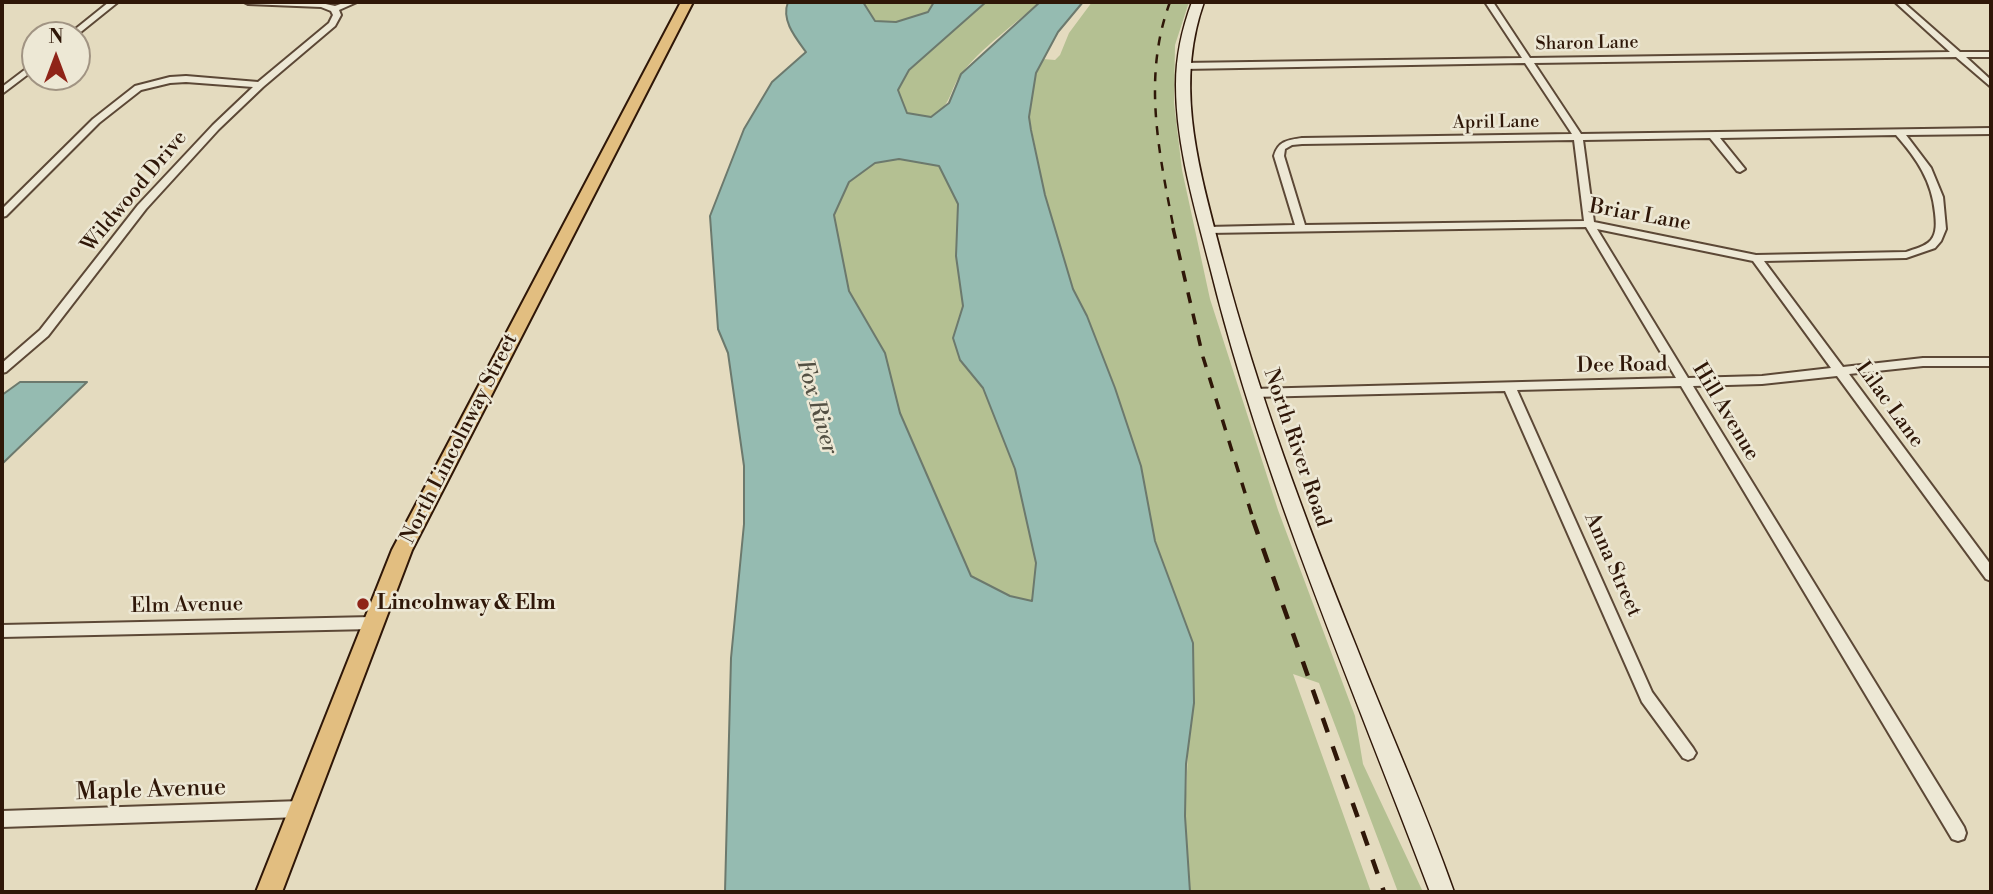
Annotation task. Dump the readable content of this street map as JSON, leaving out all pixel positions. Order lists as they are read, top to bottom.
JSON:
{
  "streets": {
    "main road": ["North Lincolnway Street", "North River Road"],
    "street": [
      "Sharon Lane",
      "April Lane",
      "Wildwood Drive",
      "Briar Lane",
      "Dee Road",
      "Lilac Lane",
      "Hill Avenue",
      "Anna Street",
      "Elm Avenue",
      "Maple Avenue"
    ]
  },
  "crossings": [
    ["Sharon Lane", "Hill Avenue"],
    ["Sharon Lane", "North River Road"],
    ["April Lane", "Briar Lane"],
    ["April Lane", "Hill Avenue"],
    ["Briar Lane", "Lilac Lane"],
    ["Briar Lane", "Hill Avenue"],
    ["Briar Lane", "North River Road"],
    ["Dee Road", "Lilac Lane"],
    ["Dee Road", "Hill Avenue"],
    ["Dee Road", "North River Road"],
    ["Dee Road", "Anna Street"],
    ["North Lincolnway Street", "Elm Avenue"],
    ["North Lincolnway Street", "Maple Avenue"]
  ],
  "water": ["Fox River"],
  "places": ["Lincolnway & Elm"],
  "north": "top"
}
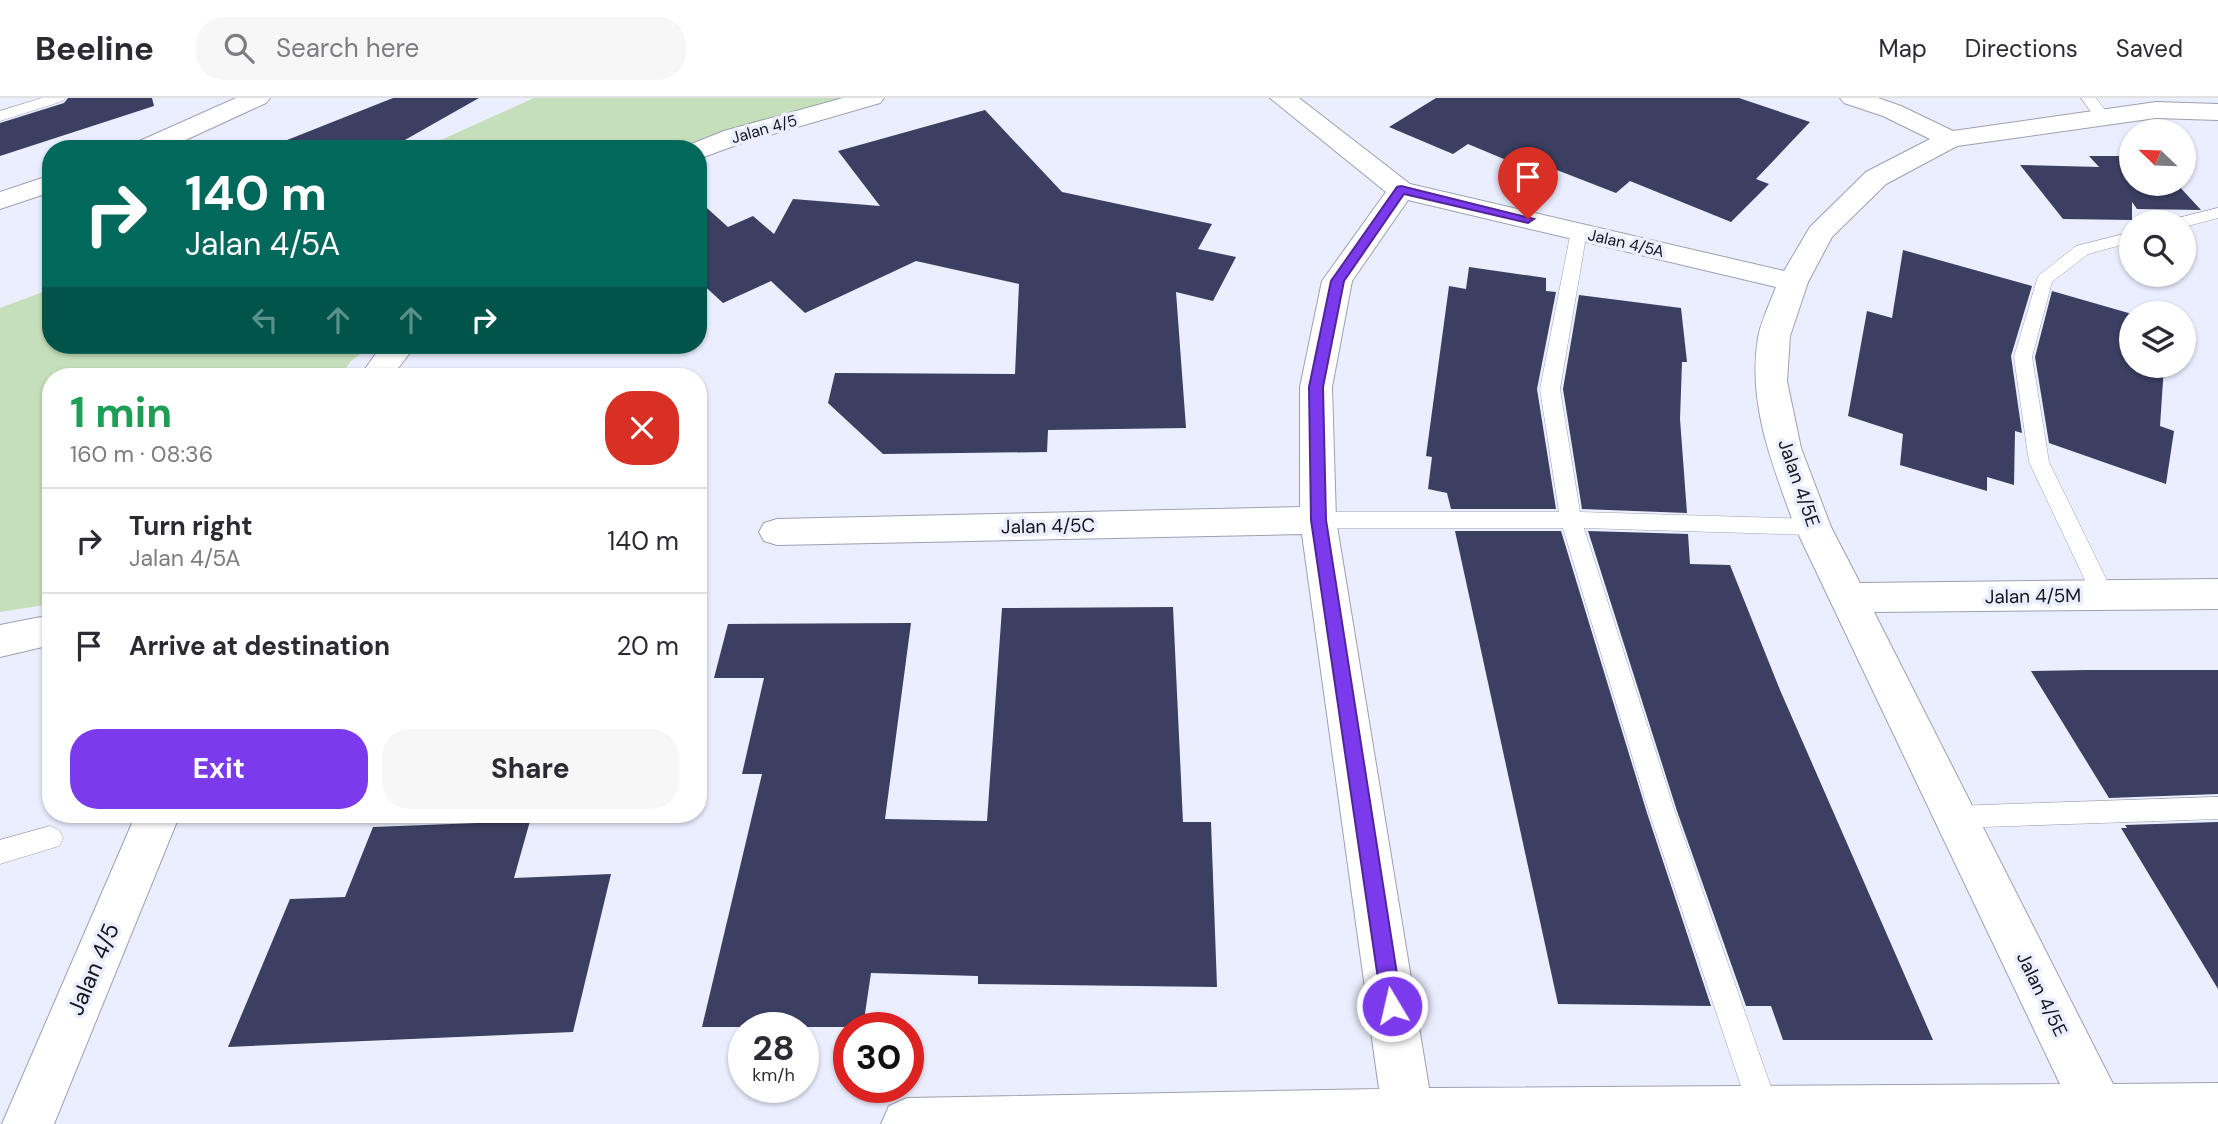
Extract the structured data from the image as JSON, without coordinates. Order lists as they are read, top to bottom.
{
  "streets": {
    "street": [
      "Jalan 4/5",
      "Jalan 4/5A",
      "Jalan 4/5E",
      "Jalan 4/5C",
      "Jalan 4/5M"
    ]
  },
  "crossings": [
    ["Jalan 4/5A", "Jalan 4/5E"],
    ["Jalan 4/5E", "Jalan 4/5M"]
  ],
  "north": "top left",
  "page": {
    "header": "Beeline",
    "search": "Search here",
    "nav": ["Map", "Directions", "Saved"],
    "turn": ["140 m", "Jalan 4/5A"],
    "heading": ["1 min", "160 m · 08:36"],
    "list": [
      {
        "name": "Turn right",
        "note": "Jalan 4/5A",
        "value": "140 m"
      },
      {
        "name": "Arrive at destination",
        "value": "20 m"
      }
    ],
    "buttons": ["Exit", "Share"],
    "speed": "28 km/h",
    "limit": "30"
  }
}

########

Problem details => Go through the lines above and copy any that contain "Lilac".

Answer space =>
      "Lilac Lane",
    ["Briar Lane", "Lilac Lane"],
    ["Dee Road", "Lilac Lane"],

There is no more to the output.